* [BRIEF]: Give again, word for word, every line below from the one that has "Detect the labels" through the one that has "List all text", both included, and no others.

* [EXCERPTED RECORDS]:
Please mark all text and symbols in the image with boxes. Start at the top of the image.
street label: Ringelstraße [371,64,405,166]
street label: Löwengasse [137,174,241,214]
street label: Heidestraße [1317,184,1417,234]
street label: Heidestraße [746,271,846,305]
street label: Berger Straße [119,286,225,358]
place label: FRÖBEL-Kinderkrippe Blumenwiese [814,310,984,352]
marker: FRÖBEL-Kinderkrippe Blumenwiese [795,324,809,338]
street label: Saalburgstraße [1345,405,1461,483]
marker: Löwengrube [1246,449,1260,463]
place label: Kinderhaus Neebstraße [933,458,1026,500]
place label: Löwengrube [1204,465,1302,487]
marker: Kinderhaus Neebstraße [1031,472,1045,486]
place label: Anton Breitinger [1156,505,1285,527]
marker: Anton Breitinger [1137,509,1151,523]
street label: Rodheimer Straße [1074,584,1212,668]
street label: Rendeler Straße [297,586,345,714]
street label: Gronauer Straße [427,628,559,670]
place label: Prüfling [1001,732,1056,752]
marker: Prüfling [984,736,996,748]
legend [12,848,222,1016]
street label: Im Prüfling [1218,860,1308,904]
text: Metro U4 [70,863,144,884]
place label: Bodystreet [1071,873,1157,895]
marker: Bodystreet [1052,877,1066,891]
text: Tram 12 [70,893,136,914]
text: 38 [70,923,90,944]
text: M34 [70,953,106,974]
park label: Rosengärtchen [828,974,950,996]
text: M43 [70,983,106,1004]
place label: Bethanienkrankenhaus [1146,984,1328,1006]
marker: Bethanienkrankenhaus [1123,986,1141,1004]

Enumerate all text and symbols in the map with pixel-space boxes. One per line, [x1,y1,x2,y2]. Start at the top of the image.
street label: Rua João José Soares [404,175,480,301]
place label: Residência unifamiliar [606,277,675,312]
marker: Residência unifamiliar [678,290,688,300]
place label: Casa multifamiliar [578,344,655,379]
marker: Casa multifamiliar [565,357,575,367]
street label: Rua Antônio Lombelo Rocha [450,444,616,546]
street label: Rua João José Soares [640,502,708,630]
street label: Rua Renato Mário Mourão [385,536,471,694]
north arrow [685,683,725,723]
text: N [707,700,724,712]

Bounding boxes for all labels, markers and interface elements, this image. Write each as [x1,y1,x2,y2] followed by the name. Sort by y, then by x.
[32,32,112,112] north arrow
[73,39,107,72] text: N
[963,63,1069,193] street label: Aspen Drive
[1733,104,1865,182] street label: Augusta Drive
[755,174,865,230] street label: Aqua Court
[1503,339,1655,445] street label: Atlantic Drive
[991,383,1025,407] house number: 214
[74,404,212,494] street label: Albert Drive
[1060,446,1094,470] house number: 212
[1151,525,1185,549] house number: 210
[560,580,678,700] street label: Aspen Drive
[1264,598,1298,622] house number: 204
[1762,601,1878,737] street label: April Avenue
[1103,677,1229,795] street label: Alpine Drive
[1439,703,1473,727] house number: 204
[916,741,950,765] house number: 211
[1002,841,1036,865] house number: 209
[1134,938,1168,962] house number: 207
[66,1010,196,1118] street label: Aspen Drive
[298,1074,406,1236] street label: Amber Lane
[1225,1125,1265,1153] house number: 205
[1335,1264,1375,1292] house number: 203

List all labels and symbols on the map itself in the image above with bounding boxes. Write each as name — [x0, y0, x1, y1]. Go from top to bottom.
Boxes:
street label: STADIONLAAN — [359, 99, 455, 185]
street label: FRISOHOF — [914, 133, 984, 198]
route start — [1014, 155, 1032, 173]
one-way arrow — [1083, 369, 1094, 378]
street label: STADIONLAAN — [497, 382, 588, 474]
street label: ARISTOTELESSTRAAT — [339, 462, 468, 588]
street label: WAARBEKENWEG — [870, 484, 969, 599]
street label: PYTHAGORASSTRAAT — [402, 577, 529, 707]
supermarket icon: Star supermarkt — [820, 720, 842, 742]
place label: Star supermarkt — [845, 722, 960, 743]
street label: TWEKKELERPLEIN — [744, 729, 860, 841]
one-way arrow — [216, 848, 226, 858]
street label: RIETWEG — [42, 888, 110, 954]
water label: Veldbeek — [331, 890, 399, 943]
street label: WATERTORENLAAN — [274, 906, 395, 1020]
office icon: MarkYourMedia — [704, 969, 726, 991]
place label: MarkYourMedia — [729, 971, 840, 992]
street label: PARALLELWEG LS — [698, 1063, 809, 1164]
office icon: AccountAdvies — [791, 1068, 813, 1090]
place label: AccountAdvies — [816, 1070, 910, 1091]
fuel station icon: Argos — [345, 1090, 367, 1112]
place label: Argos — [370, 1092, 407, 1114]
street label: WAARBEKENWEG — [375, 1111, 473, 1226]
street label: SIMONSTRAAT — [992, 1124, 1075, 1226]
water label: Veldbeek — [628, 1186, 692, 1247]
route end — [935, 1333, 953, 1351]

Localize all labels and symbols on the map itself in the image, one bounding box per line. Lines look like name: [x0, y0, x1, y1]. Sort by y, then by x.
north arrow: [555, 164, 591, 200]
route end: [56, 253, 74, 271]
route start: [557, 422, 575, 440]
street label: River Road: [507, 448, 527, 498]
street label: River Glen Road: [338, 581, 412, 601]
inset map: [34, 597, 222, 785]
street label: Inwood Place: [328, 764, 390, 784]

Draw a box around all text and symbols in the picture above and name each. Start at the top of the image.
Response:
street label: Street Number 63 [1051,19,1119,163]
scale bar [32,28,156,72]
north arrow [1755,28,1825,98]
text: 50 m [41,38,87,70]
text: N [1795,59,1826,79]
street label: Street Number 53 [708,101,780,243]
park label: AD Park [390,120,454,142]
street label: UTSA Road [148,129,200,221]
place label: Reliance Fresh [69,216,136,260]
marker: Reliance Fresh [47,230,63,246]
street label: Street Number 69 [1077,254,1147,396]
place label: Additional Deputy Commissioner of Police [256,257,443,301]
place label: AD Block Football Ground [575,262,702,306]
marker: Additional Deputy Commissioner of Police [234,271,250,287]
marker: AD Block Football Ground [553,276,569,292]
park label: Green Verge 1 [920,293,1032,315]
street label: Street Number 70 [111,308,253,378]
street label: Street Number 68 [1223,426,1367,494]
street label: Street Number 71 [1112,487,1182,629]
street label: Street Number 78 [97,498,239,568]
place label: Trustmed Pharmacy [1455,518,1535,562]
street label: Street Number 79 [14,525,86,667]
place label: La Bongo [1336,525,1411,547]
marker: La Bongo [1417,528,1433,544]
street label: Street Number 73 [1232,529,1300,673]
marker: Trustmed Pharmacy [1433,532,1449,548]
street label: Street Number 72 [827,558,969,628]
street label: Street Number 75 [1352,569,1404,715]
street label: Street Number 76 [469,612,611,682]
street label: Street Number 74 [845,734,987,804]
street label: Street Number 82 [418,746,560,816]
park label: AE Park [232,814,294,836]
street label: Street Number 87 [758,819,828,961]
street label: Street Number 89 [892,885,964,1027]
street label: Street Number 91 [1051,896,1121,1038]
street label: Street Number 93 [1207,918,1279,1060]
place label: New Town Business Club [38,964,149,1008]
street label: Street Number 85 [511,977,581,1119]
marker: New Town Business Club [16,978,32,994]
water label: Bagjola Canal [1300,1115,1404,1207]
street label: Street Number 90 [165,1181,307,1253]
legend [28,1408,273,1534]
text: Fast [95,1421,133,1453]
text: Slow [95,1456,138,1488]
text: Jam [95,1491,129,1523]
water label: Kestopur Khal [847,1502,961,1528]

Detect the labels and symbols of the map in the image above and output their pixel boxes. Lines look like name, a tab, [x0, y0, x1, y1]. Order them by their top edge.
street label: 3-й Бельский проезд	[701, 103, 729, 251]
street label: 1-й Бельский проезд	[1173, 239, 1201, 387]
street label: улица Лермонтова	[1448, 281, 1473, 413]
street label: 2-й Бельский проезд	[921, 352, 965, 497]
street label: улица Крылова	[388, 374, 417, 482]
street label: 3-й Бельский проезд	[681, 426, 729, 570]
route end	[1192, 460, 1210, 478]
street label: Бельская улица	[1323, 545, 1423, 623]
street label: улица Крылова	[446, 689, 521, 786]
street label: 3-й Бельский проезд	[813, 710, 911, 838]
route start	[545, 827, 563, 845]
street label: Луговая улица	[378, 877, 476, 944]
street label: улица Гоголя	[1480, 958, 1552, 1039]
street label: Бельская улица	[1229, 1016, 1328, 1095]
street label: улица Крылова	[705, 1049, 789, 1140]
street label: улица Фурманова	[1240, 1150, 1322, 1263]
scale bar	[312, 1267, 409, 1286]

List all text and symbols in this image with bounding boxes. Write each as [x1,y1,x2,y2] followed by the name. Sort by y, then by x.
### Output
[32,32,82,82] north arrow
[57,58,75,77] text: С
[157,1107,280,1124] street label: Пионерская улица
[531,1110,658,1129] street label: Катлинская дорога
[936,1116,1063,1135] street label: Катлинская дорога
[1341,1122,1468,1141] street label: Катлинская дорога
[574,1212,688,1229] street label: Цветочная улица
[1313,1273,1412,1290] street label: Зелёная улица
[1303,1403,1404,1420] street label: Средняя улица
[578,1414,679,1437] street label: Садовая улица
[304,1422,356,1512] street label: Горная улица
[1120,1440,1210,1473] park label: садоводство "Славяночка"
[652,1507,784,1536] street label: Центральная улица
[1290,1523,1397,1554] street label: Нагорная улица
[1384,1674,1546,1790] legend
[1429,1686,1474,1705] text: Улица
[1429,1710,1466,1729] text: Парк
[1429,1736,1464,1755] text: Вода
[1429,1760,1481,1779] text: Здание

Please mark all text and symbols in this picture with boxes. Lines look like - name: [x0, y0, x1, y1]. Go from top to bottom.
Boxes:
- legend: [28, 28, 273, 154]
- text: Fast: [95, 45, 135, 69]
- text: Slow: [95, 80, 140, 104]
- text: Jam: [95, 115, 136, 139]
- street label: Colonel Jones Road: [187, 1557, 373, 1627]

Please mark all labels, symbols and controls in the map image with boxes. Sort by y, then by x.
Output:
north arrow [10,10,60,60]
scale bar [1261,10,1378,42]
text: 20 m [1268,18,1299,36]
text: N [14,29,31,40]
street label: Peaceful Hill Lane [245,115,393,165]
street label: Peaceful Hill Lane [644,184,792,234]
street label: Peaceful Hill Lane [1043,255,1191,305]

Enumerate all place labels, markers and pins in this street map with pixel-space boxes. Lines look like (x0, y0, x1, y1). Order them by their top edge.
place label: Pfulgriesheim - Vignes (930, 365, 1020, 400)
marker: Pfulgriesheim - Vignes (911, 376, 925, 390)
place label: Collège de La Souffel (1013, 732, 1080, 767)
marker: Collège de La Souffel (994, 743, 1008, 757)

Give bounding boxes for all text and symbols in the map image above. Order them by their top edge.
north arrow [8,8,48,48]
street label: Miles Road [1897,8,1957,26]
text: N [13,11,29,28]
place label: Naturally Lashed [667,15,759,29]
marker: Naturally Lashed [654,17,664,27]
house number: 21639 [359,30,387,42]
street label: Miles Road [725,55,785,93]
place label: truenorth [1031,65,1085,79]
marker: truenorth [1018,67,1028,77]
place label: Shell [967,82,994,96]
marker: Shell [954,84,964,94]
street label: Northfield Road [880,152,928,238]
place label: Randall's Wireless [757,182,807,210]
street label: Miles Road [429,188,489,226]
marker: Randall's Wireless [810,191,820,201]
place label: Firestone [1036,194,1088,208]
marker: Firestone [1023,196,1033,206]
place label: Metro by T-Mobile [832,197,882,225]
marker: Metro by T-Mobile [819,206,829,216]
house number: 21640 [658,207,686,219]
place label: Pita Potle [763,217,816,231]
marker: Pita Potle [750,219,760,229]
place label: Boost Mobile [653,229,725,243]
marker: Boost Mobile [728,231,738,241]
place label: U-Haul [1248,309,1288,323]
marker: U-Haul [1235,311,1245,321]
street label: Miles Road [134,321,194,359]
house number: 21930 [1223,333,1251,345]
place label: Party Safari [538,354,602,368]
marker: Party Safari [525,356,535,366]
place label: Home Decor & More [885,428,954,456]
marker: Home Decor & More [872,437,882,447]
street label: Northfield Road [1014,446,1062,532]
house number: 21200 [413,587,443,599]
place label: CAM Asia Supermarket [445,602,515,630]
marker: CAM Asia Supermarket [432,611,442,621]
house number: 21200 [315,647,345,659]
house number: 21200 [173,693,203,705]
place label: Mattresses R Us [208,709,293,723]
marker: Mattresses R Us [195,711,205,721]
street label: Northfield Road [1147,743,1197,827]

* [ANSWER FOR THIS EXERCISE]:
Detect the labels and symbols of the map in the image above and output their pixel boxes. Lines look like name, a tab, [x0, y0, x1, y1]. Order them by their top edge.
street label: 3-й Бельский проезд	[701, 103, 729, 251]
street label: 1-й Бельский проезд	[1173, 239, 1201, 387]
street label: улица Лермонтова	[1448, 281, 1473, 413]
street label: 2-й Бельский проезд	[921, 352, 965, 497]
street label: улица Крылова	[388, 374, 417, 482]
street label: 3-й Бельский проезд	[681, 426, 729, 570]
route end	[1192, 460, 1210, 478]
street label: Бельская улица	[1323, 545, 1423, 623]
street label: улица Крылова	[446, 689, 521, 786]
street label: 3-й Бельский проезд	[813, 710, 911, 838]
route start	[545, 827, 563, 845]
street label: Луговая улица	[378, 877, 476, 944]
street label: улица Гоголя	[1480, 958, 1552, 1039]
street label: Бельская улица	[1229, 1016, 1328, 1095]
street label: улица Крылова	[705, 1049, 789, 1140]
street label: улица Фурманова	[1240, 1150, 1322, 1263]
scale bar	[312, 1267, 409, 1286]

List all text and symbols in this image with bounding boxes. Write each as [x1,y1,x2,y2] followed by the name. Sort by y, then by x.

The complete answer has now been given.